Architectural firms took a heavy hit during the Great Recession. Retirement incomes were grossly affected, resulting in a prolonged employment period for Baby Boomers. As a result, a record number of fledgling architects coming out of college from 2009–2012 couldn’t find employment and left the field. Now, with the recession in the rearview mirror and Boomers reaching retirement, a huge number of positions need to be filled. Firms trying to re-grow their business are finding the supply of young talent severely limited and are looking for ways of attracting a younger generation of architects into the profession.
Studies have shown Millennials – those born roughly between 1980 and 2000 – to be confident, self-expressive, upbeat, and socially conscious. They are also the most ethnically diverse generation in American history. Children of the Boomer generation, they were coddled by their parents. As a result, they may struggle to make independent decisions and can often be impatient. They are also the first generation to grow up in a technologically connected society. The amount of information they have taken in is staggering. Social computing has shaped their world view, raising their awareness of problems to be solved far removed from their daily lives, and to do so independent of traditional authority figures like parents, teachers and bosses.
Millenials are more likely to value leisure time over work. They expect a much quicker rise through the ranks than the preceding generation. Many also have an inflated expectation of what a starting salary should be with a corresponding expectation of a much higher salary sooner than what the market will bear. These beliefs put them at a disconnect from the way offices, particularly large firms, traditionally work.
This disconnect is heightened by the technological changes in the design field that are pushing architects more toward managing systems and infrastructure than designing objects. The result is a field that is losing its luster for young architecture graduates with visions of designing cutting-edge eco-projects who discover that the profession’s day to day work has more to do with improving facades, floor-planning cubicle spaces, redesigning HVAC systems, and installing banks of solar panels on roofs. If the creativity and freedom they envisioned as an architect doesn’t match their expectations, these young designers will probably go somewhere else; industrial design, perhaps, or 3D animation. They may leave the field altogether.

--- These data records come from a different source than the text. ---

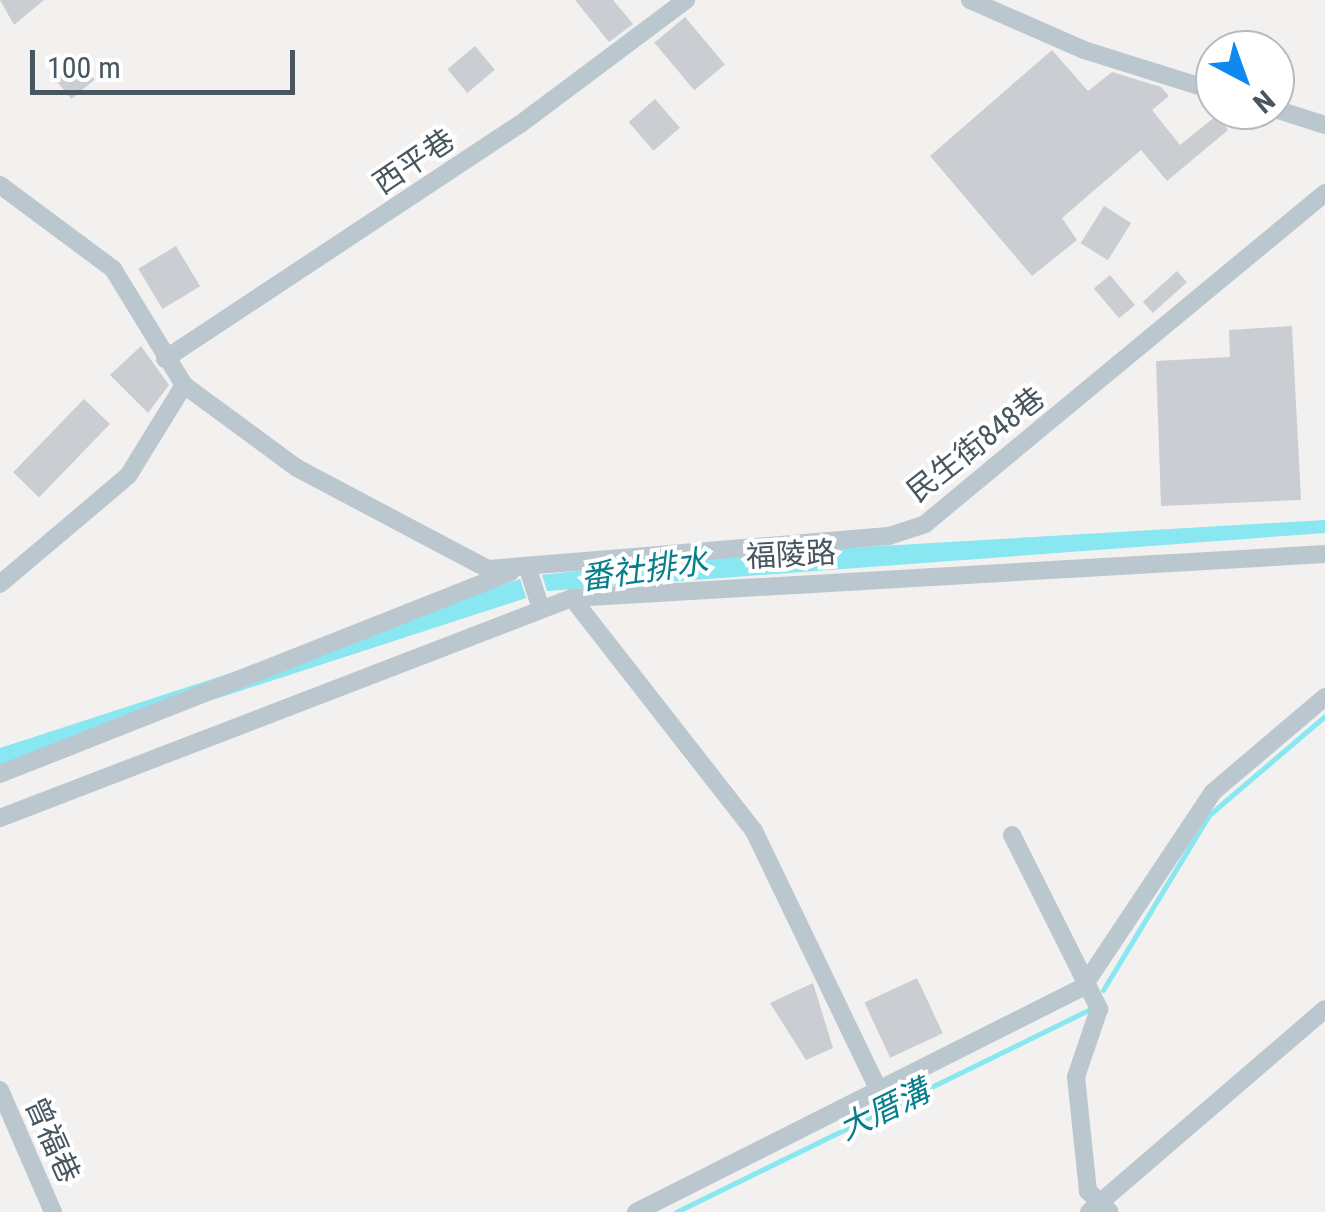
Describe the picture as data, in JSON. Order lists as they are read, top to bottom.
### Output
{
  "streets": {
    "street": [
      "西平巷",
      "民生街848巷",
      "福陵路",
      "曾福巷"
    ]
  },
  "water": ["番社排水", "大厝溝"],
  "scale_bar": "100 m",
  "north": "bottom right"
}
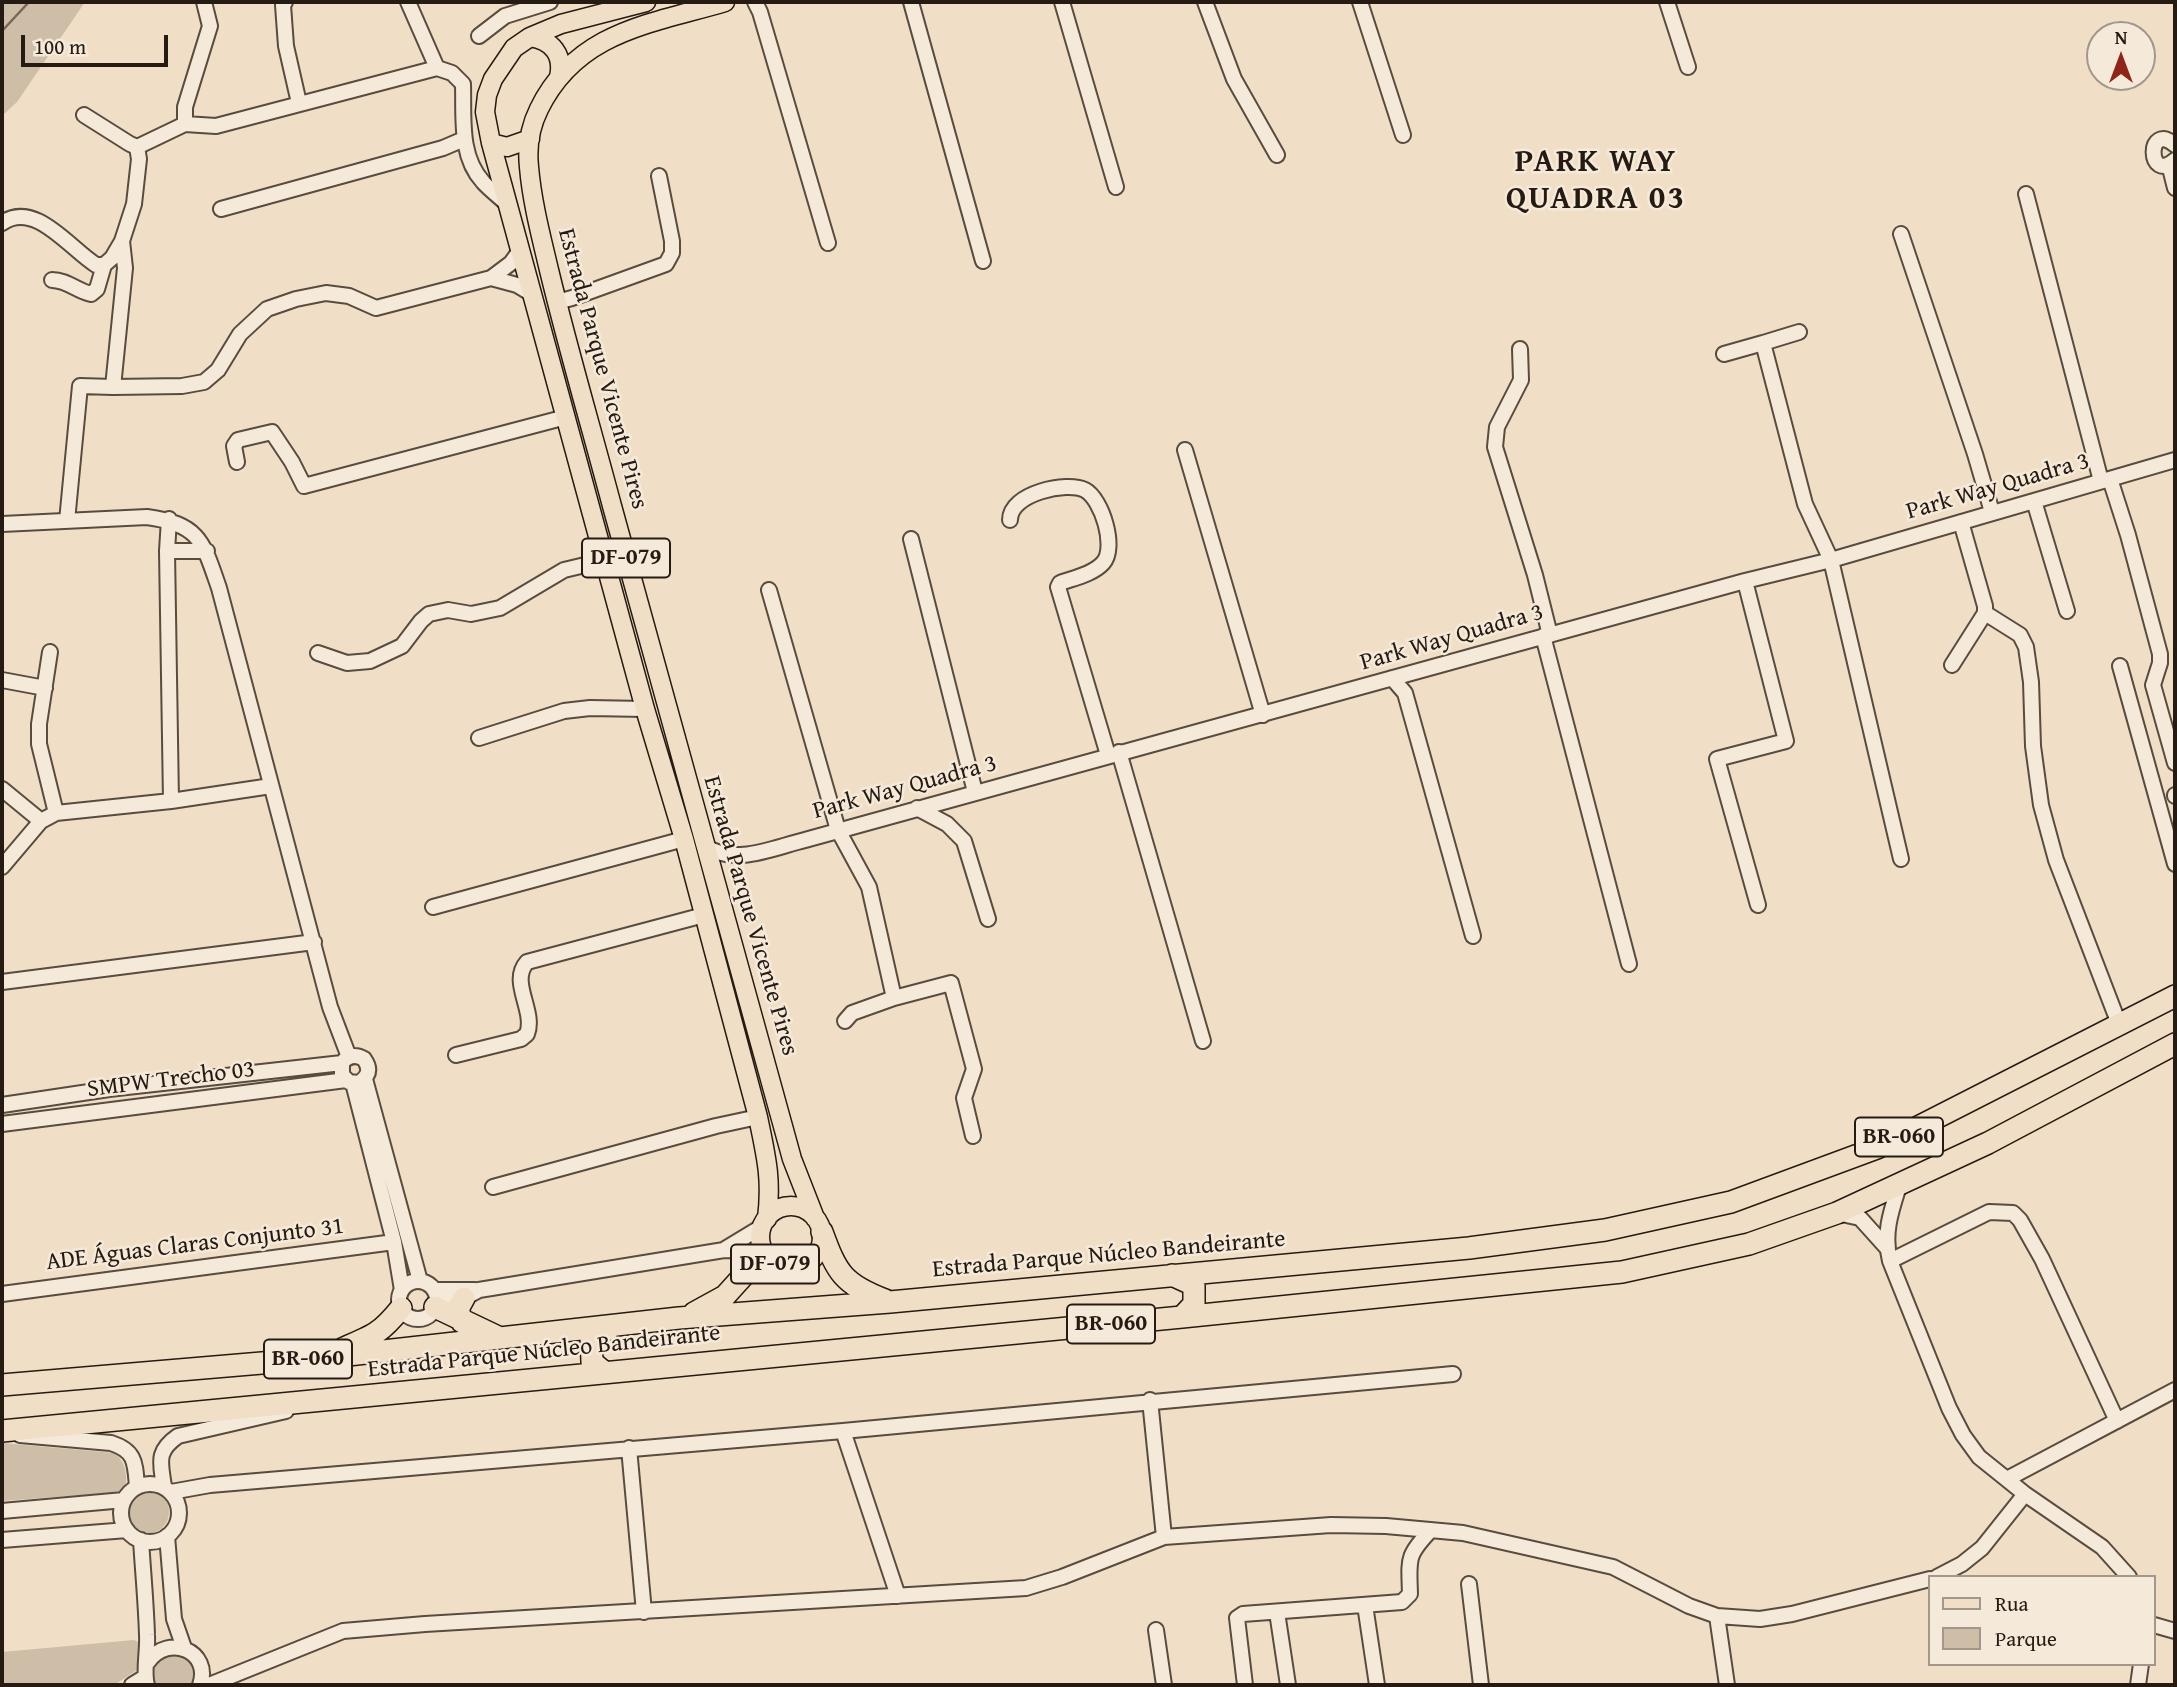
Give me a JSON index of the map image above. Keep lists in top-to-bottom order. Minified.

By 2025, Millennials will make up 75% of the workforce. They come to the job market often saddled with student debt and facing heavy competition for positions. In an age of historically stagnant wages and ever diminishing resources, compensation and career advancement are their paramount considerations. Closing the gap between their expectations and what currently prevails is the thorny but ultimately unavoidable issue for architecture as a profession.
THE NEW WORKPLACE
There is no easy answer to the desire of Millenials to leapfrog starting pay rates, be assured of rapid promotion, or see a six figure salary by their fifth year. Architects who worked through feast and famine for decades might call this magical thinking. Low starting pay, dedication, hard work and perseverance defined a career. But that was then. The fact is that to attract Millenials to the profession and keep them engaged, requires a workplace culture more suited to their sensibilities.
Companies such as Google have eschewed the traditional “top down” management style for a more “flattened” approach where employees are given more responsibility for the company’s success. The downside of the “flat” approach is that it is good for ideas but bad for egos; a change that may not come easily to “old school” management. But Millennials thrive on structured process, well defined assignments, and two-way communication. They also welcome collaboration, a trait that provides a pathway to smoothing the generational divide.
To this end, some firms are assigning them mentors to encourage their ideas and provide feedback. Other approaches include “reverse mentoring”, pairing them with Boomer executives to teach them new communication techniques; giving them regular access to senior management; and implementing job rotation and “roving culture” programs that get them out of the office.
No one can predict how the employment picture will play out for the Millennial generation. The only certainty is that technology will play an ever greater role in the fast changing field of architecture. And Millennials – phenomenally entrepreneurial and not afraid to venture into the unknown – are technically equipped to set up their own shops. To find and retain top performers will require firms to reassess the care and feeding of this new generation of architects.